The letters-to-the-editor, largely illiterate, describing the personal misery and failures of the public at large pour on to the desk of the advice columnist, Miss Lonelyhearts. He often feels compelled to recommend suicide as the only effective remedy for the pain that is recounted to him. And not just to reduce their pain: "Christ may be the answer," he says, "but if he did not want to get sick he had to stay away from this Christ business." Christ had become "merely decorative" not only in the protagonist's shabby room, where the human figure had been removed from his cross, but also in society at large.

Violence by the stronger against the weaker is normal and expected. The slightest mis-step or ill-considered phrase results in rage and instant retaliation. Prohibition, the Great Experiment, is in force but unenforced; alcohol is the universal drug of choice to dull the tedium of life. Oblivion is the normal state of being for the protagonist. Social contracts from marriage to employment are meaningless formalities and breached in spirit if not in fact. The daily headlines testify to the general barbarity of existence. Racism and suspicion - of blacks, Jews, foreigners - is typical in everyday encounters.

What are the alternatives? Back to the land is a boor. Escape to the South Seas is a worn-out cliche. Hedonism is too expensive. Art is an illusion. Treating the world as a joke is generally what the world does but Miss Lonelyhearts simply can't do that. Shrike, his editor, suggests the only available path, "The church is our only hope, the First Church of Christ Dentist, where He is worshiped as Preventer of Decay."

One has to remind oneself repeatedly while reading it that Miss Lonelyhearts was written in 1933. Nothing about it is dated. It anticipates the culture of sex, drugs, social disintegration and national narcissism that was only temporarily interrupted by WWII but that re-emerged with force in the 1960's and thereafter. Miss Lonelyhearts could easily be mistaken for the novelistic manifesto of existentialism. 'Suicide is always a live option' is a theme presented persistently a decade before Camus's The Myth of Sisyphus, and two decades before its translation hit New York City.

That West was able to detect the more fundamental deterioration occurring below the more apparent economic ills of the Great Depression is remarkable.

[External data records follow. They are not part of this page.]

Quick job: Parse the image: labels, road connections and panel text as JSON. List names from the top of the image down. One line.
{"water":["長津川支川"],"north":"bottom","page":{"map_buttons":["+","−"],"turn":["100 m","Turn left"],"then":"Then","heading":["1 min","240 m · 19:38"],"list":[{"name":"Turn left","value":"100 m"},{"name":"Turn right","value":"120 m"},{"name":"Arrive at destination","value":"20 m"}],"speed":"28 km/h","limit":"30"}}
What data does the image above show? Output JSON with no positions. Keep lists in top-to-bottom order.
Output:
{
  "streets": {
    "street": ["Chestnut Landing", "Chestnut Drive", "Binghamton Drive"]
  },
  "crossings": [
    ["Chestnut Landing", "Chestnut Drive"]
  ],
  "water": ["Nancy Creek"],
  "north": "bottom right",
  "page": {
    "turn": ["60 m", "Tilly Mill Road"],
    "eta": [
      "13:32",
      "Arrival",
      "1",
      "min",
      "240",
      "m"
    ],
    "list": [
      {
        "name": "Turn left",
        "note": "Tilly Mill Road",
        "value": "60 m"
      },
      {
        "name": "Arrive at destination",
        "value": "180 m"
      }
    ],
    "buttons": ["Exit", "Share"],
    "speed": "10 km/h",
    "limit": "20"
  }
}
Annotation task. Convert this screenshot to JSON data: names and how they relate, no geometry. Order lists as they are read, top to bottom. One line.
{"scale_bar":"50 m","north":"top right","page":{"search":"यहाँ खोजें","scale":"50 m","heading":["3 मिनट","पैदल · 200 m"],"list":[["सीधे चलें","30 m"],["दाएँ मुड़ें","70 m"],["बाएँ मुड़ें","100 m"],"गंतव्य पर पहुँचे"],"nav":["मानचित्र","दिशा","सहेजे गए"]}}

His perception is poetic:
"Americans have dissipated their radical energy in an orgy of stone breaking. In their few years they have broken more stones than did centuries of Egyptians. And they have done their work hysterically, desperately, almost as if they knew that the stones would some day break them."

And not even if Christ gets back on his cross does it make any difference to the fate of anyone involved.